A couple months later he slips and has a few beers to comfort a heartbreak. Did he relapse?-Lara Okoloko

Consider 19 year old Jacob. He used marijuana and alcohol regularly in high school and then got into serious trouble with alcohol during his freshman year at college. After a night in the ER he agrees to inpatient treatment. Jacob returns home from rehab with 28 days of abstinence under his belt. Things are going well. He is in outpatient counseling and his goal is to maintain the abstinence he has started. A couple months later he slips and has a few beers to comfort a heartbreak. Did he relapse?

When I counsel families about their loved one’s new path of recovery, I always raise this issue. “Is there any difference between a ‘slip’ and a ‘relapse’?” I ask.

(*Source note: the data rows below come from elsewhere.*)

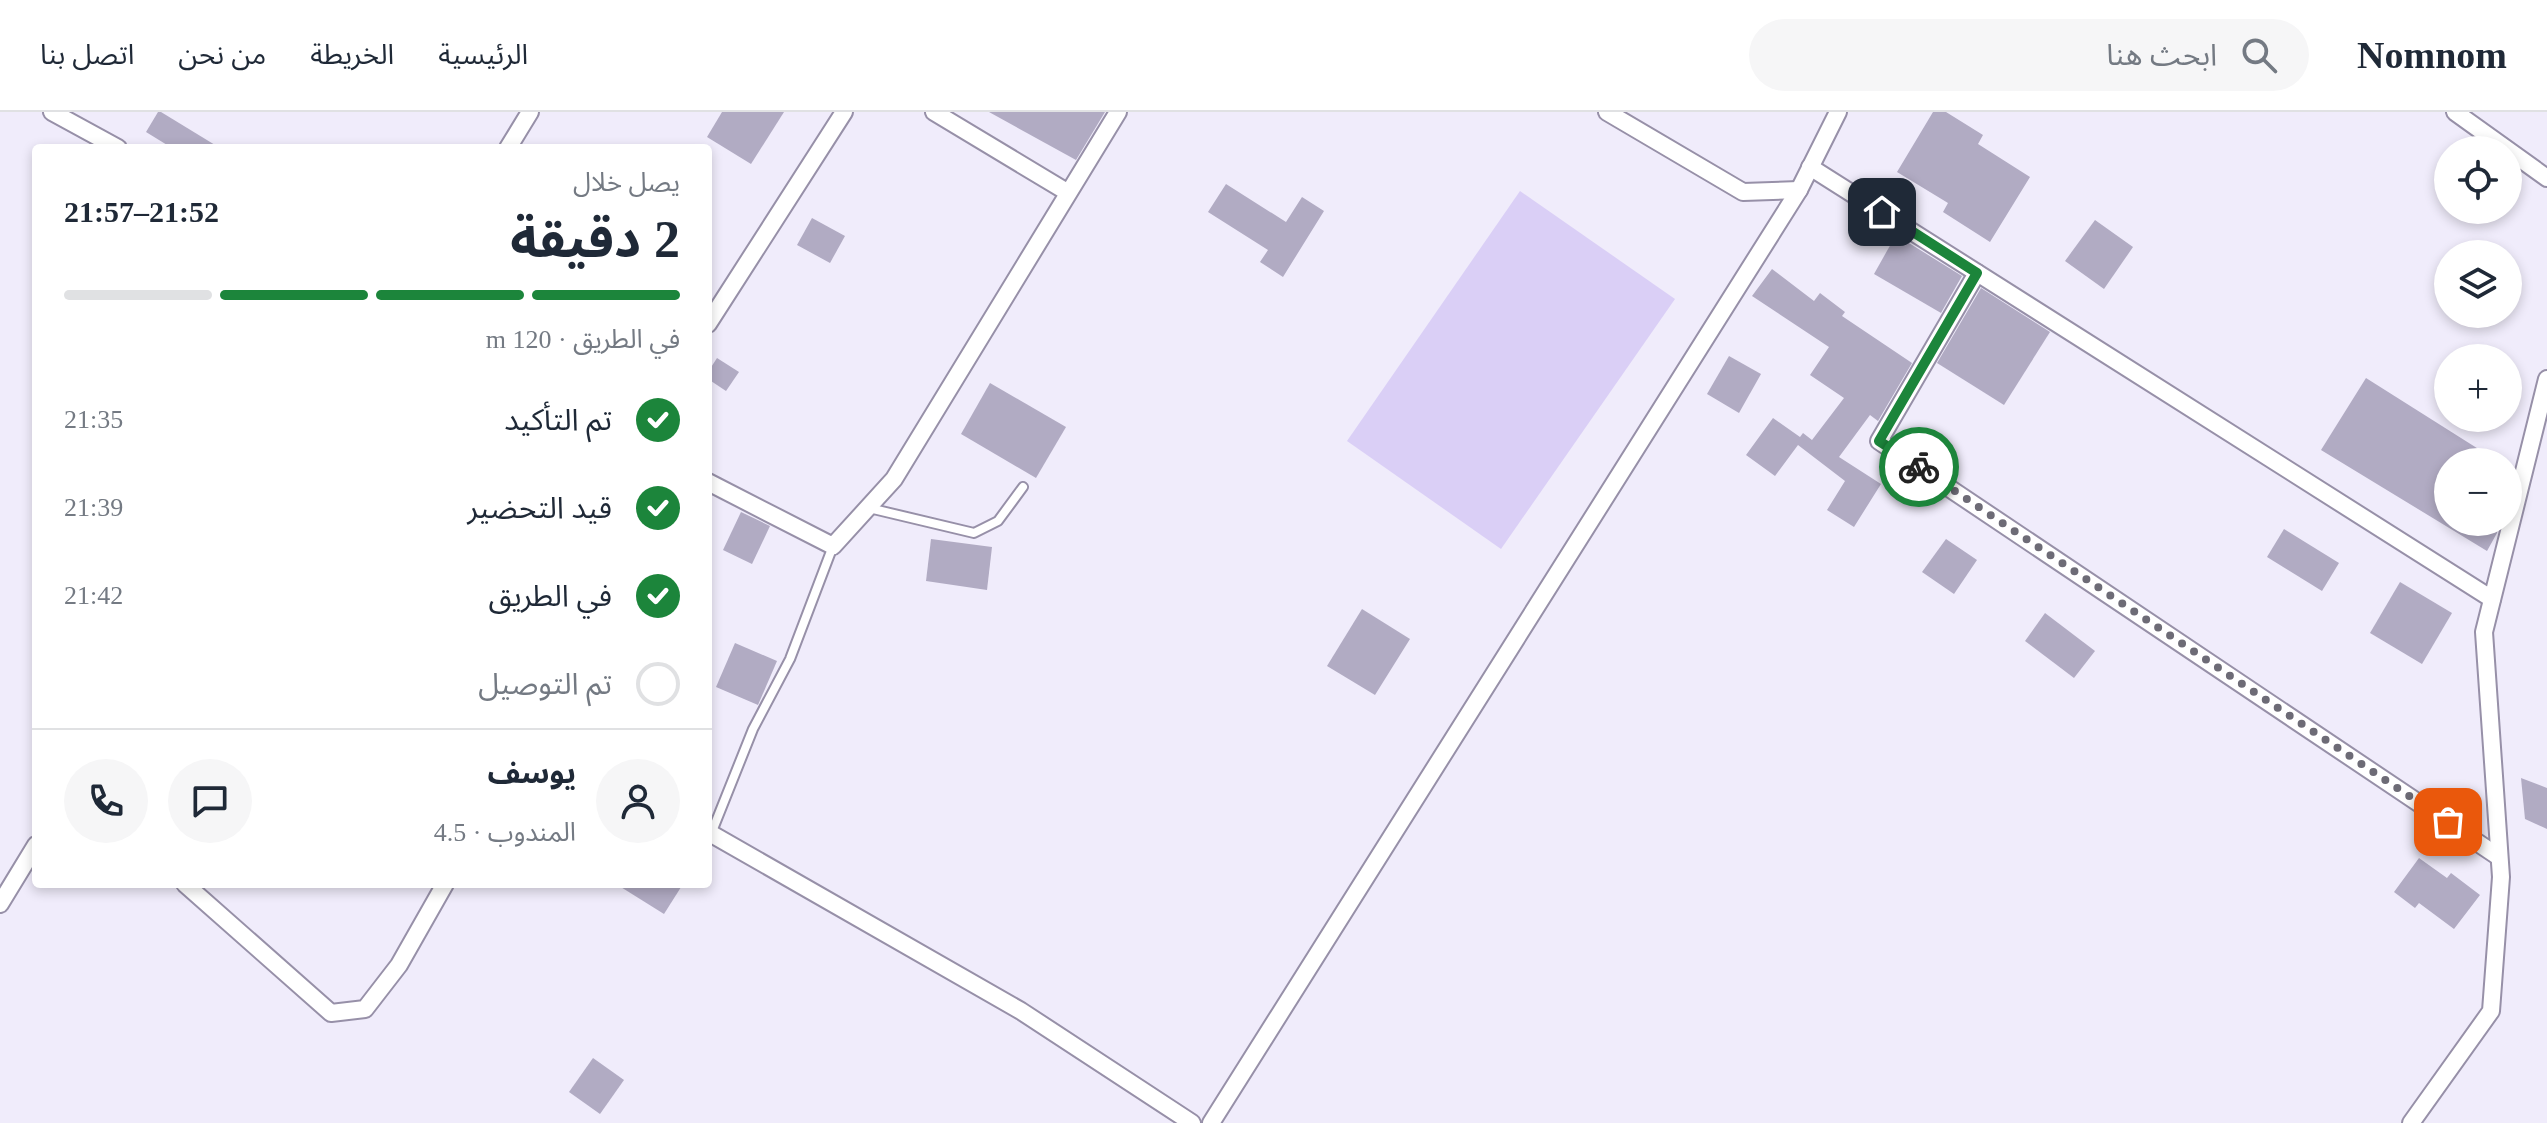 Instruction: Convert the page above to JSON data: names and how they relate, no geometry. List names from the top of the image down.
{
  "page": {
    "header": "Nomnom",
    "search": "ابحث هنا",
    "nav": [
      "الرئيسية",
      "الخريطة",
      "من نحن",
      "اتصل بنا"
    ],
    "map_buttons": ["+", "−"],
    "heading": ["2 دقيقة", "يصل خلال", "21:52–21:57"],
    "panel": ["يوسف", "المندوب · 4.5"],
    "bar": "في الطريق · 120 m",
    "list": [
      ["تم التأكيد", "21:35"],
      ["قيد التحضير", "21:39"],
      ["في الطريق", "21:42"],
      "تم التوصيل"
    ]
  }
}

This isn’t an issue of semantics. How the family defines a relapse will shape how they respond when it happens.

If any substance use at all is defined as a relapse, it can actually increase the person’s future substance use. Imagine you have been on a new diet and sticking to it. You have even lost some weight. You go to an office party. You are hungry and everything looks so tasty. Nothing is within the parameters of your diet’s rules. Someone tells you that you must try the cookies they made. By the time you leave the party you have had at least two days worth of calories.

What now?

Here is when your definition of a relapse matters. Is all hope lost or is this a learning opportunity? There is a concept that the late addiction researcher Alan Marlatt referred to as the Abstinence Violation Effect. Or in layman’s terms, a bad case of the “screw-its.” If you think of this lapse as a failure in coping strategy for a high risk situation then you are more likely to go back to your diet tomorrow and bring a broccoli salad and supportive friend to the next office party. If you think of this calorie-binge as an indicator that you are a hopeless failure who will never lose weight, you are more likely to say “screw-it” and abandon the diet for the food you have always known and loved.

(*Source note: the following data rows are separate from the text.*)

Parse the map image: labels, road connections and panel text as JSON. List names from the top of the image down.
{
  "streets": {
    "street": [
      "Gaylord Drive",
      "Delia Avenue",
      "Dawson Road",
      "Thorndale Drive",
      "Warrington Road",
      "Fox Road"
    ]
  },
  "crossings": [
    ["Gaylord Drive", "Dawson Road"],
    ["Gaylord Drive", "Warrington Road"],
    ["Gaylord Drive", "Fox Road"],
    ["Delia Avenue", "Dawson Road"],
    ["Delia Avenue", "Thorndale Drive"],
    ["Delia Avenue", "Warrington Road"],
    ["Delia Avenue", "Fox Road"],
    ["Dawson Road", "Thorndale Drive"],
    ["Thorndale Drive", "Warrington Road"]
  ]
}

Many families find it useful to distinguish between a ‘slip’ or a ‘lapse’ as an instance of substance use by someone who has a goal of abstinence and a ‘relapse’ as a return to the pre-treatment pattern…-Lara Okoloko

Back to Jacob. He had a lapse in his abstinence, but did he relapse? Many families find it useful to distinguish between a “slip” or a “lapse” as an instance of substance use by someone who has a goal of abstinence and a “relapse” as a return to the pre-treatment pattern of substance use. When someone has fully relapsed, they slide back towards the heavy and frequent use of before. Problems that plagued them before treatment begin to return. The support system they held close is now rejected. They have likely abandoned their goal of abstinence, at least for now.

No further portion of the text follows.